DSW provides a multi-instance interconnection feature that lets you perform distributed development and training across multiple machines and GPUs.
Prerequisites
You must have multiple instances that are created from a general computing resource group or a Lingjun resource group and are located in the same VPC.
The Internet access gateway for the resource group that contains the instances must be set to Dedicated Gateway.
The instances must be in the same cluster. For example, you cannot interconnect Lingjun instances and general computing resource instances.
Only some instance types support Remote Direct Memory Access (RDMA) or enhanced RDMA (eRDMA). For more information, see Default variables (pre-configured by the platform) and Limits.
DSW and DLC provide the same features for RDMA/eRDMA. For more information, see the DLC documentation.
Features
DSW provides pre-configured, high-performance network environment variables that are optimized for different resources and network architectures.
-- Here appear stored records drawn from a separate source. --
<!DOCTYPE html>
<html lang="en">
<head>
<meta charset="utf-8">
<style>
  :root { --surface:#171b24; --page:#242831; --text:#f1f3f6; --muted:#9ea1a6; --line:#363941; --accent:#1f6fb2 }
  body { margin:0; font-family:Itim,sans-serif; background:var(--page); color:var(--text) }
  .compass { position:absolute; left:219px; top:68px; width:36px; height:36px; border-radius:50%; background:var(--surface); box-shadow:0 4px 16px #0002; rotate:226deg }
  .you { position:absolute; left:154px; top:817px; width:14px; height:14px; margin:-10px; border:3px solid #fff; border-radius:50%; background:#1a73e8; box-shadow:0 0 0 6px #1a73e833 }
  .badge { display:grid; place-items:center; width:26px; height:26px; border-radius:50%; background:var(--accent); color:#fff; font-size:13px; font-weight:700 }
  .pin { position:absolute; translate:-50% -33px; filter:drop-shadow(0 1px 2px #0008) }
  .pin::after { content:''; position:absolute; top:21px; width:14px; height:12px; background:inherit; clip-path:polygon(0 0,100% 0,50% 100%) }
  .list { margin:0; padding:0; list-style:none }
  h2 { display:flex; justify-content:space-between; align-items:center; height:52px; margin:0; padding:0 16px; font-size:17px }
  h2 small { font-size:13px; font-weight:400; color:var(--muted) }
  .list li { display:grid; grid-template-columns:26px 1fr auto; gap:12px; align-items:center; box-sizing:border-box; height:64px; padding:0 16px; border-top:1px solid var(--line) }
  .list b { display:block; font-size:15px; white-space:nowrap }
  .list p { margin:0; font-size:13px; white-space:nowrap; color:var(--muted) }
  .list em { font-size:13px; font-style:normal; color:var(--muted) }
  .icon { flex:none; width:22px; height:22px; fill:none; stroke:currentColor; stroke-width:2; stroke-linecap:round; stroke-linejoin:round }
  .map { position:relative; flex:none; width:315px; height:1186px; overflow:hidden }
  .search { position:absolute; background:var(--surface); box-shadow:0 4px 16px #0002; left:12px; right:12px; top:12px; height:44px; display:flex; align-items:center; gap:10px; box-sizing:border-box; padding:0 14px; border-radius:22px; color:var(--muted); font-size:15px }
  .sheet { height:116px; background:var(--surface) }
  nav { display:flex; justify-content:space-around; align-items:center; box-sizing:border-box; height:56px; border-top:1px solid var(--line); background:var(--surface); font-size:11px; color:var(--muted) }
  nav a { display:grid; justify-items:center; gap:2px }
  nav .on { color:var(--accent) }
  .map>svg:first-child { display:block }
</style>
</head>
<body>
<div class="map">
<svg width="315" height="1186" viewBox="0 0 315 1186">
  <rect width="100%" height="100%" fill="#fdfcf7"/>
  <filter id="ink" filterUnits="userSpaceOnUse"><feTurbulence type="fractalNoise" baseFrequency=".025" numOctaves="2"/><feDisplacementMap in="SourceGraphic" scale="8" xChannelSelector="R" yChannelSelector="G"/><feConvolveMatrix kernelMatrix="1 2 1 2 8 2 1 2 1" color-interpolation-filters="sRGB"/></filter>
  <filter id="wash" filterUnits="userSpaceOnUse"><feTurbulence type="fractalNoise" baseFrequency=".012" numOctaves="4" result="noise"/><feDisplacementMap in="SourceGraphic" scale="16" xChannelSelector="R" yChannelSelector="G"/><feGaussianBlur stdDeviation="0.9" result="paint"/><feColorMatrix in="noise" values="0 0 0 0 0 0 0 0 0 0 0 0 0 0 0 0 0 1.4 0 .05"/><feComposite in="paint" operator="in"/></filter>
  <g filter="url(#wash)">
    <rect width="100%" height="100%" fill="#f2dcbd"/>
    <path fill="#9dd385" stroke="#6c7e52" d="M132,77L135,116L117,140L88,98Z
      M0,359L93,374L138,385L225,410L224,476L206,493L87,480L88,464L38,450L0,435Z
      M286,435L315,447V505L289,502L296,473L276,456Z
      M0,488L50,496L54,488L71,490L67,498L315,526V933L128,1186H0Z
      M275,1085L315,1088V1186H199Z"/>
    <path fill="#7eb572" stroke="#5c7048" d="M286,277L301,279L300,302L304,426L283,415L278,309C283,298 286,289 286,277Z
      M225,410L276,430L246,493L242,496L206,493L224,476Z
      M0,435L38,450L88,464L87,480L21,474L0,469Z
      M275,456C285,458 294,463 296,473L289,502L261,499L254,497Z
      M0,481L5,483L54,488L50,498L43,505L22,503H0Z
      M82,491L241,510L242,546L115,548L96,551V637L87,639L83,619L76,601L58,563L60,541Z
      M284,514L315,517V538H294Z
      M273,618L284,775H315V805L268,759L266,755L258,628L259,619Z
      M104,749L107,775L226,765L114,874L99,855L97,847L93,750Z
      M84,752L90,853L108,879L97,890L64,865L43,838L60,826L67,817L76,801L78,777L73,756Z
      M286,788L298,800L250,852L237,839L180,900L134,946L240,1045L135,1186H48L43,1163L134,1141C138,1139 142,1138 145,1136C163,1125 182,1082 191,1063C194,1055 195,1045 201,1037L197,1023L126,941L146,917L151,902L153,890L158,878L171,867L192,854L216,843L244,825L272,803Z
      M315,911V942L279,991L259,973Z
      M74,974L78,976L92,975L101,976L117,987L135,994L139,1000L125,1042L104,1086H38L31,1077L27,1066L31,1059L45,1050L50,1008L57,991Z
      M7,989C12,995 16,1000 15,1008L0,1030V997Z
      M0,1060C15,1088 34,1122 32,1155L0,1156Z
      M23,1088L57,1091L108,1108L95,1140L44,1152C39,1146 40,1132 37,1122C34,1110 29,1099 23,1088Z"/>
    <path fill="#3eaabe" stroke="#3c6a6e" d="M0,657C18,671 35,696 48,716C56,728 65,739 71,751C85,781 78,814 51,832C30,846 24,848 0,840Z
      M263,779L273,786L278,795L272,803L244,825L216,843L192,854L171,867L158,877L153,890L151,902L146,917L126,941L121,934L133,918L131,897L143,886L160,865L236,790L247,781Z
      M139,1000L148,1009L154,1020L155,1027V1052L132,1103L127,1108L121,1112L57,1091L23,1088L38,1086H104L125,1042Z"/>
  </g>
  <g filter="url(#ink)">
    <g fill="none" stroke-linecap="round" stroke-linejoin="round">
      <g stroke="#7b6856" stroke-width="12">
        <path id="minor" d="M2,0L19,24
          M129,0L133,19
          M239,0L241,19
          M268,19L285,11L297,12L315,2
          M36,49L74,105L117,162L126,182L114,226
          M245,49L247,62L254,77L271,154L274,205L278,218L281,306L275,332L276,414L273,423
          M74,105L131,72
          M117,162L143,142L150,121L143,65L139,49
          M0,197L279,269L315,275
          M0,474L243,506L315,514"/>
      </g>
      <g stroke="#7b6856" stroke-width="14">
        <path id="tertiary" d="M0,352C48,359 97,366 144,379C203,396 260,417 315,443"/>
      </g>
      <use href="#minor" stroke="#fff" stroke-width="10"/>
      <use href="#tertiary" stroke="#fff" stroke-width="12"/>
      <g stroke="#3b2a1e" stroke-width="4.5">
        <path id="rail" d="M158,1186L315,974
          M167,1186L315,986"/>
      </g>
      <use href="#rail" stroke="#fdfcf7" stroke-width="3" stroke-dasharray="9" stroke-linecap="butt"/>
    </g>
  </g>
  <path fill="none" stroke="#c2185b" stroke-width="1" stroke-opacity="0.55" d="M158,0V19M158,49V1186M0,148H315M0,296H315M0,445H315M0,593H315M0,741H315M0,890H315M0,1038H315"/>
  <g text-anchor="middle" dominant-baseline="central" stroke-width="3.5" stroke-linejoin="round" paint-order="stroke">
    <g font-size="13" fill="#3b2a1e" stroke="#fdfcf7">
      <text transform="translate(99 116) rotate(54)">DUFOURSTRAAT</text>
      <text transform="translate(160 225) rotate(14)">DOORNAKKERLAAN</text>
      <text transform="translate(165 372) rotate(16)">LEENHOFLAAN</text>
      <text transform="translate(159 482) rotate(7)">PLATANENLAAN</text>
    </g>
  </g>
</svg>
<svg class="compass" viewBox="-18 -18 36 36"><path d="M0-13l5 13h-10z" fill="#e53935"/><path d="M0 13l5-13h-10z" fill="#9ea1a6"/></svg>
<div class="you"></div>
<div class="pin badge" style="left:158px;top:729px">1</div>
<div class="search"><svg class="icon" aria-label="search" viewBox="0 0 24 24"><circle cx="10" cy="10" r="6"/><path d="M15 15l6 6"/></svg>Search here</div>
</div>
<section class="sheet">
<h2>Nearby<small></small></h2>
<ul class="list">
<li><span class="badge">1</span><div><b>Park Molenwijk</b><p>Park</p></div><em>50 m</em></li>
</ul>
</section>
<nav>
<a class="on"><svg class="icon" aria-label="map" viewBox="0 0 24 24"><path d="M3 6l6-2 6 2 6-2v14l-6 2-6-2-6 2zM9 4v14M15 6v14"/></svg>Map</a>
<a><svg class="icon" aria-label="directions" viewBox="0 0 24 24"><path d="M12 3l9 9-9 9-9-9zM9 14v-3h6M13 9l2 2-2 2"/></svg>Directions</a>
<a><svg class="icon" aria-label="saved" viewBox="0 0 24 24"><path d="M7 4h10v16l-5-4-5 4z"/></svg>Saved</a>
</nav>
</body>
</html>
For DSW instances created from Lingjun resources, see the pre-configured environment variables described in Default variables (pre-configured by the platform).
For DSW instances created from general computing resources, see the pre-configured environment variables described in Platform-preconfigured environment variables.
On nodes that support RDMA, you can use RDMA/eRDMA for interconnection.
You can interconnect instances using their instance IDs as DNS domain names.

These features allow you to develop and debug distributed tasks across multiple machines and GPUs.
Procedure
Use the DSW instance cloning feature to start the required number of instances with identical environments.
(Optional) Install the RDMA/eRDMA library on the instances.
For Lingjun resources, use an image that contains RDMA. For more information, see Configure an image.
For general computing resources, follow the instructions in Install the eRDMA library.
From one instance, run the
pingcommand on the instance ID of another instance to test network connectivity. For example:ping dsw-l28wnjdlyzj*********.Configure and debug the distributed task using your chosen distributed framework.